═══ GIVEN ENTRIES ═══
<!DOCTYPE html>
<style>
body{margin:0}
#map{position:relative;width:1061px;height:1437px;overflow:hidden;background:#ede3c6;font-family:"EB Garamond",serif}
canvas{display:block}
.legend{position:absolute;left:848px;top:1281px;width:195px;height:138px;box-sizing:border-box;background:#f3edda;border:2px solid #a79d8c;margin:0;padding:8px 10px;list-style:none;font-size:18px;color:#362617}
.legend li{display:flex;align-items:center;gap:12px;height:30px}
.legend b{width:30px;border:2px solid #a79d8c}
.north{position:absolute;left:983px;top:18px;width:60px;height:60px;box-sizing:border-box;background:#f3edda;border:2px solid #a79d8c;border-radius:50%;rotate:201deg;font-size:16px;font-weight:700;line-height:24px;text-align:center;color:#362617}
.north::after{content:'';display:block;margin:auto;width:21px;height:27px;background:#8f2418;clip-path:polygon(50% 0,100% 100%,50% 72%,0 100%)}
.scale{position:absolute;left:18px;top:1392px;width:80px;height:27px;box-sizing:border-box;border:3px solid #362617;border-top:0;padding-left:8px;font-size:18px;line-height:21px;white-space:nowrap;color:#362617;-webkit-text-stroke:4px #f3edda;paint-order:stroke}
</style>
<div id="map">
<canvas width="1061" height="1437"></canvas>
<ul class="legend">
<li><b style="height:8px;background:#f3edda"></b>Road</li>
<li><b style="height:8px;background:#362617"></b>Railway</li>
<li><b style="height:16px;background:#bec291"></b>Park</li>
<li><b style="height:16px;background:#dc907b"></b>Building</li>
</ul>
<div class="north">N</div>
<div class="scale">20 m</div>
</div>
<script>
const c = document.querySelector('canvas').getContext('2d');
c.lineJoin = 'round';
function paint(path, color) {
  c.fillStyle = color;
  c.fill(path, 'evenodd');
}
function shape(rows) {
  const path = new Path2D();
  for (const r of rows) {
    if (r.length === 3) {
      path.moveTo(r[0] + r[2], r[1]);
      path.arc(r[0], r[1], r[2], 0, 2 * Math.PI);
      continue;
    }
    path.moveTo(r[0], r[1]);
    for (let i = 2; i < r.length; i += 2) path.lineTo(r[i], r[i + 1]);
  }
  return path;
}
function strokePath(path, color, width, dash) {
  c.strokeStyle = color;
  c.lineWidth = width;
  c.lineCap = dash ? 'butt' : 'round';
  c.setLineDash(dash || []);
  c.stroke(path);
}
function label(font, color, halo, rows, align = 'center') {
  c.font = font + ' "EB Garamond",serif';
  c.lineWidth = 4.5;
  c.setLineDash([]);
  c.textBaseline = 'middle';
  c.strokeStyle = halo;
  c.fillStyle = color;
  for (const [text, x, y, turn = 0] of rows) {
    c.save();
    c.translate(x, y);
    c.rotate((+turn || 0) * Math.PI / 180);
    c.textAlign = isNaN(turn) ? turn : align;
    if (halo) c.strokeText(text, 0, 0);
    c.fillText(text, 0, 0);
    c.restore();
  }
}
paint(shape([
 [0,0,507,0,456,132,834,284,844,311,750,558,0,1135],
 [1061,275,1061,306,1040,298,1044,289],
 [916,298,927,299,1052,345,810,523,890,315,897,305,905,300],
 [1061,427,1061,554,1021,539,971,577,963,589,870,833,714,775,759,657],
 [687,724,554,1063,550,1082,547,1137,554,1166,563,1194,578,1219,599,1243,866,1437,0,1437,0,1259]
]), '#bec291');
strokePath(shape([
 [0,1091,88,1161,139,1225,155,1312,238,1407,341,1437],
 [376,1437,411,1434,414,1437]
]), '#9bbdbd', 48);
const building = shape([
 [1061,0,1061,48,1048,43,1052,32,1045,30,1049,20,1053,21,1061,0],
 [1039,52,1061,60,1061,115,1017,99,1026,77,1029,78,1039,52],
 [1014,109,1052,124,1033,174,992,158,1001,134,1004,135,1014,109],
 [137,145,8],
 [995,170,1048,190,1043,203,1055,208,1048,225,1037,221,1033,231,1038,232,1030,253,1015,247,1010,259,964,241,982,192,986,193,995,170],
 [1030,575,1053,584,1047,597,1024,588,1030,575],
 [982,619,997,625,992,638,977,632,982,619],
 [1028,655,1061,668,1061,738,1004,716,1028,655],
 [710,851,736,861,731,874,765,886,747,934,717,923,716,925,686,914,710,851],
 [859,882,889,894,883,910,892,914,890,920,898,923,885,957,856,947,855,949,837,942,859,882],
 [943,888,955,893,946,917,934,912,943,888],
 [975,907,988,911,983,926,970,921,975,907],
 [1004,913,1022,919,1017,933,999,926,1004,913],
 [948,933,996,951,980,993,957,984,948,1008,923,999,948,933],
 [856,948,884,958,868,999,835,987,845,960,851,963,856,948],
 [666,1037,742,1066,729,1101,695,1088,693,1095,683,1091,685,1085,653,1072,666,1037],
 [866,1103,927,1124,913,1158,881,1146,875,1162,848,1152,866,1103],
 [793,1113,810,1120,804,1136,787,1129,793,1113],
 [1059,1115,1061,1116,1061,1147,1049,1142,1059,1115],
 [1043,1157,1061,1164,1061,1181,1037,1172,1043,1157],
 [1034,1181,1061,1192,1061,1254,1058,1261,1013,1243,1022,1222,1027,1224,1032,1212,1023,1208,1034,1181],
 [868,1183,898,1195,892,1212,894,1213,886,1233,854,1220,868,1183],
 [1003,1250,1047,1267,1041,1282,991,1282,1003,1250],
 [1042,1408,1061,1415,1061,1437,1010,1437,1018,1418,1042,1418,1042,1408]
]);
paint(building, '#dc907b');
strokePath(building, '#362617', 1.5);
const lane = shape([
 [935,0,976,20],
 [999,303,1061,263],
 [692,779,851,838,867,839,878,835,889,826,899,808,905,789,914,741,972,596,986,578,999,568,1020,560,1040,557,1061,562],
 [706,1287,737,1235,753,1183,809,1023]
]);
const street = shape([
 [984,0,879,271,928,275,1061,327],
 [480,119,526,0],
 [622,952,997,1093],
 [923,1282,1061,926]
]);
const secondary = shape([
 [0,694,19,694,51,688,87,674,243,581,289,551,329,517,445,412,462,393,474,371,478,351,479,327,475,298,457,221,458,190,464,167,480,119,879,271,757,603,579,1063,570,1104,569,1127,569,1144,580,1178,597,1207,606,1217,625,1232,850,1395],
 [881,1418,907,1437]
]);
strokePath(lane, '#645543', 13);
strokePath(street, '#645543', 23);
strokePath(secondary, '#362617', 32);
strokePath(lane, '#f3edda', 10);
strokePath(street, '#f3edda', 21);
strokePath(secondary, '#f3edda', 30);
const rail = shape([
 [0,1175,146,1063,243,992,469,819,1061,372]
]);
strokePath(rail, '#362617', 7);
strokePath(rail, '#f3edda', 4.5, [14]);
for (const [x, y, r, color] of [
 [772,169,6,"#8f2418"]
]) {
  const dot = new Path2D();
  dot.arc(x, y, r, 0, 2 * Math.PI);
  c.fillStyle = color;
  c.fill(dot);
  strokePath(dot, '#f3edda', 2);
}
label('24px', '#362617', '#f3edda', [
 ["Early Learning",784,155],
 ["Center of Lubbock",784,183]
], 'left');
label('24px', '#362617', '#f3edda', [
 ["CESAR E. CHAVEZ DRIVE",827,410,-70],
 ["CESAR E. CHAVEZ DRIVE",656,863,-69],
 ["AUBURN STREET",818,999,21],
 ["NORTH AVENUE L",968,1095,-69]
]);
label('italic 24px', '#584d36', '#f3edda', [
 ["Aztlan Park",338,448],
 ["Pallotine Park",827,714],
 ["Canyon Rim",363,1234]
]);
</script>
═══
## YOUR ASSIGNMENT
Say how many lines of the records include the word "strokeStyle", and give nothing but the number.

## WRITTEN ANSWER
2